WHAT IS BEING ASKED: Show all lines below holding the string "sizing".

Data items:
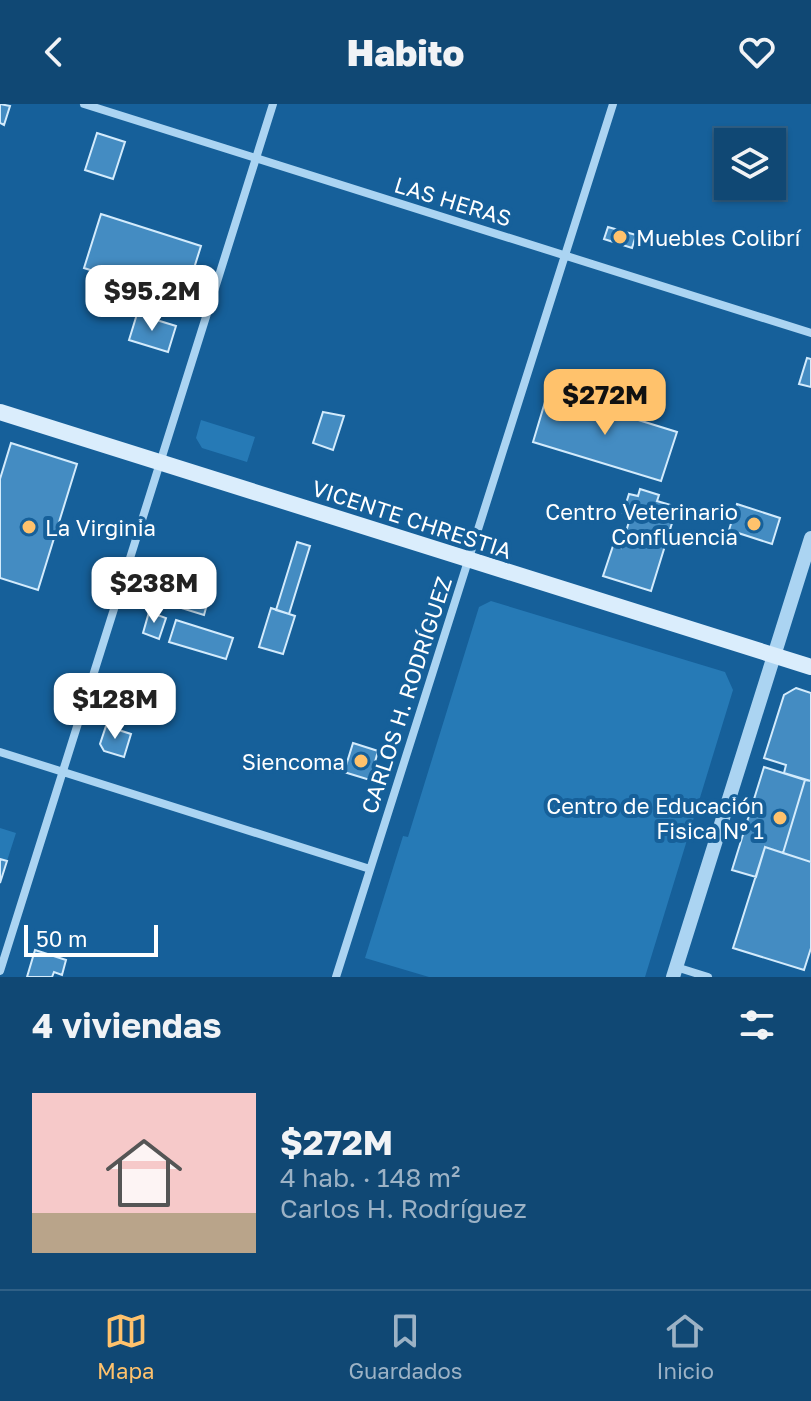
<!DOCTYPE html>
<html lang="es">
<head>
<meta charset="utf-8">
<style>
  body { margin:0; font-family:"Golos Text",sans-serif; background:#1e527c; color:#f1f3f6; height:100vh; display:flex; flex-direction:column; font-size:30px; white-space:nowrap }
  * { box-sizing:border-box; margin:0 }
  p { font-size:26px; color:#9cb2c5 }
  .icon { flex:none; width:44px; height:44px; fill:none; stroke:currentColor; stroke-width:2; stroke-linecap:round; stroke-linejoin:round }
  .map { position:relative; height:873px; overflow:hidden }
  .panel { display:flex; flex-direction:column; background:#104874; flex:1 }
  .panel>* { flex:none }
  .fabs { position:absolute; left:714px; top:24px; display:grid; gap:16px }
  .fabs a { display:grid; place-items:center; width:72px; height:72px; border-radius:0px; background:#104874; box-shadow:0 2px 6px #0004,0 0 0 2px #306086; font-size:40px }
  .scale { position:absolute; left:24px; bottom:20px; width:134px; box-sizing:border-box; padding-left:8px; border:4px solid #fff; border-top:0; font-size:22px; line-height:28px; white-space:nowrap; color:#fff; -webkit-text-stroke:6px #16609a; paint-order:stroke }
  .price { position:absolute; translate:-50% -68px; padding:0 18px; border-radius:16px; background:#fff; color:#222; font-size:26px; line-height:52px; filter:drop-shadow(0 2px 4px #0008) }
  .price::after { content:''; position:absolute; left:50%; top:48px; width:24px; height:18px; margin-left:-12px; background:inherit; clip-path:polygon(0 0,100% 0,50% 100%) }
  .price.selected { background:#ffc26c; color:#111 }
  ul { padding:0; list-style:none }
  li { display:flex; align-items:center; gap:24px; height:200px; padding:0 32px }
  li+li { border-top:2px solid #306086 }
  li span { display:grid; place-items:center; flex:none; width:224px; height:160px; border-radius:0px; color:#555 }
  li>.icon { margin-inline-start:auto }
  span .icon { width:96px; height:96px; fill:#fffc; stroke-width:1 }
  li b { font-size:34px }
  h2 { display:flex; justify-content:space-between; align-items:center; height:96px; padding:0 32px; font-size:34px }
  header { display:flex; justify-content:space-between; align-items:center; height:104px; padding:0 32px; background:#104874; font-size:36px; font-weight:800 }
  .tabs { display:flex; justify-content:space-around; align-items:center; height:112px; border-top:2px solid #306086; background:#104874; font-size:22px; color:#9cb2c5 }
  .tabs a { display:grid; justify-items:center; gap:4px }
  .tabs .selected { color:#ffc26c }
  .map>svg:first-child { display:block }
  .green { fill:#267ab6 }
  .building { fill:#448cc2; stroke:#d3ebfc; stroke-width:2 }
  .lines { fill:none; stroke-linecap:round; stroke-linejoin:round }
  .minor { stroke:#abd4f2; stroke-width:8 }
  .tertiary { stroke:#abd4f2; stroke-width:14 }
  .secondary { stroke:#daedfc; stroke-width:16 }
  .poi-dot { fill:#ffc26c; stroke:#16609a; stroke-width:3 }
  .labels { text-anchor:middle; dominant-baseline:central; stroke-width:8; stroke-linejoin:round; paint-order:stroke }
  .street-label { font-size:22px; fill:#fff; stroke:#16609a }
  .poi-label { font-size:22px; fill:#fff; stroke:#16609a; text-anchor:end }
</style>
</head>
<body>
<header><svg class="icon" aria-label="back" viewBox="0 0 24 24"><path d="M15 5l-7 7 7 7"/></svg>Habito<svg class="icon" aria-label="heart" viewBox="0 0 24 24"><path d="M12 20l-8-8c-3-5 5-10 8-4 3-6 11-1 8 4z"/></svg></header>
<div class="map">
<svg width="811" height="873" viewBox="0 0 811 873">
  <rect width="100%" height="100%" fill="#16609a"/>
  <!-- green -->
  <path class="green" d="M201 316 255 333 247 358 202 344 196 334Z
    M491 497 725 568 733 586 645 873H429L365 854 403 732 408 733 479 503Z
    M0 724 16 729 7 757 0 755Z"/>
  <!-- building -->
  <path class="building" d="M0 0 10 2 4 21 0 19Z
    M97 29 125 38 113 75 85 66Z
    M101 110 201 142 184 196 84 164Z
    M608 123 636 131 632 144 604 135Z
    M137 210 176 222 168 248 129 236Z
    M807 254 811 255V283L799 280Z
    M548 288 677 328 661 377 533 338Z
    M323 308 344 312 333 346 313 339Z
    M11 339 77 360 38 486 0 474V375Z
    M640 385 659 391 657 397 677 403 651 487 603 472 613 442 621 444 631 411 623 409 629 390 638 392Z
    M737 400 780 414 772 440 729 426Z
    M297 438 310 442 289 510 276 506Z
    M154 468 211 486 204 511 146 493Z
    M271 504 295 512 283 550 259 543Z
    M149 508 166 514 159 535 143 529Z
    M176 516 233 534 226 555 169 538Z
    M796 584 811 589V677L784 669 786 661 764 654 784 591Z
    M106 622 131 630 124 653 104 647 100 640Z
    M353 639 378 647 370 676 344 668Z
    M764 663 805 676 783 749 765 743 756 773 732 766Z
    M805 676 811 677V758L783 749Z
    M765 743 811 758V844L804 866 733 844Z
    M0 755 7 757 0 779Z
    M35 846 66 856 62 871 54 868 52 873H27Z"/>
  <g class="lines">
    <!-- minor -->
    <path class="minor" d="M84 0 811 229
      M0 648 370 765
      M676 863 708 873
      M0 867 273 0
      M336 873 613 0"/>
    <!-- tertiary -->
    <path class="tertiary" d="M673 873 811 434"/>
    <!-- secondary -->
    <path class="secondary" d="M0 308 811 563"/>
  </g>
  <!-- markers -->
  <g class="poi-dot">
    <circle cx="620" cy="133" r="8"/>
    <circle cx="754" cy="420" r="8"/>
    <circle cx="29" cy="423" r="8"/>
    <circle cx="361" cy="657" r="8"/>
    <circle cx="780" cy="714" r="8"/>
  </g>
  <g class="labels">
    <!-- street labels -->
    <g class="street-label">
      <text transform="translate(453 97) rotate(17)">LAS HERAS</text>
      <text transform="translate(412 415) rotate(18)">VICENTE CHRESTIA</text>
      <text transform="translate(406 591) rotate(-72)">CARLOS H. RODRÍGUEZ</text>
    </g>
    <!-- poi labels -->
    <g class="poi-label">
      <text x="636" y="133" text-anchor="start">Muebles Colibrí</text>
      <text x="738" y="407">Centro Veterinario<tspan x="738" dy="25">Confluencia</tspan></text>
      <text x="45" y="423" text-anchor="start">La Virginia</text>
      <text x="345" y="657">Siencoma</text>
      <text x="764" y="701">Centro de Educación<tspan x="764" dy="25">Fisica Nº 1</tspan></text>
    </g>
  </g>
</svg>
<div class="fabs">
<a><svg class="icon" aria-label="layers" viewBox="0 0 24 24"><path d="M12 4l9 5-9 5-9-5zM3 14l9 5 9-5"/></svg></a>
</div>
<div class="scale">50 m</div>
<b class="price" style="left:152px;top:229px">$95.2M</b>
<b class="price selected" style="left:605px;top:333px">$272M</b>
<b class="price" style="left:154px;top:521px">$238M</b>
<b class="price" style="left:115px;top:637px">$128M</b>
</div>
<section class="panel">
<h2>4 viviendas<svg class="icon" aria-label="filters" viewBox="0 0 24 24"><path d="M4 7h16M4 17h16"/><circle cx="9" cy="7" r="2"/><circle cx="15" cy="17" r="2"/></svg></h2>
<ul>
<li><span style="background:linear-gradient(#f6c9c9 75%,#b9a48a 0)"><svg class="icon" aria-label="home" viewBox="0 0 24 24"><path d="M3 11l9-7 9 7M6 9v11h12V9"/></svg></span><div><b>$272M</b><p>4 hab. · 148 m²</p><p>Carlos H. Rodríguez</p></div></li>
</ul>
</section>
<nav class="tabs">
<a class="selected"><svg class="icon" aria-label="map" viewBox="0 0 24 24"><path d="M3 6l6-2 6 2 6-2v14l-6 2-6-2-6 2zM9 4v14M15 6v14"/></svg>Mapa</a>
<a><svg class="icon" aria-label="saved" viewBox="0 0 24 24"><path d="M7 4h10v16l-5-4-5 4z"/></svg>Guardados</a>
<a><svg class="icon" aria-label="home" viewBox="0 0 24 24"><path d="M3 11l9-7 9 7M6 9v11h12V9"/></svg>Inicio</a>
</nav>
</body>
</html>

RESULT OF THIS EXERCISE:
  * { box-sizing:border-box; margin:0 }
  .scale { position:absolute; left:24px; bottom:20px; width:134px; box-sizing:border-box; padding-left:8px; border:4px solid #fff; border-top:0; font-size:22px; line-height:28px; white-space:nowrap; color:#fff; -webkit-text-stroke:6px #16609a; paint-order:stroke }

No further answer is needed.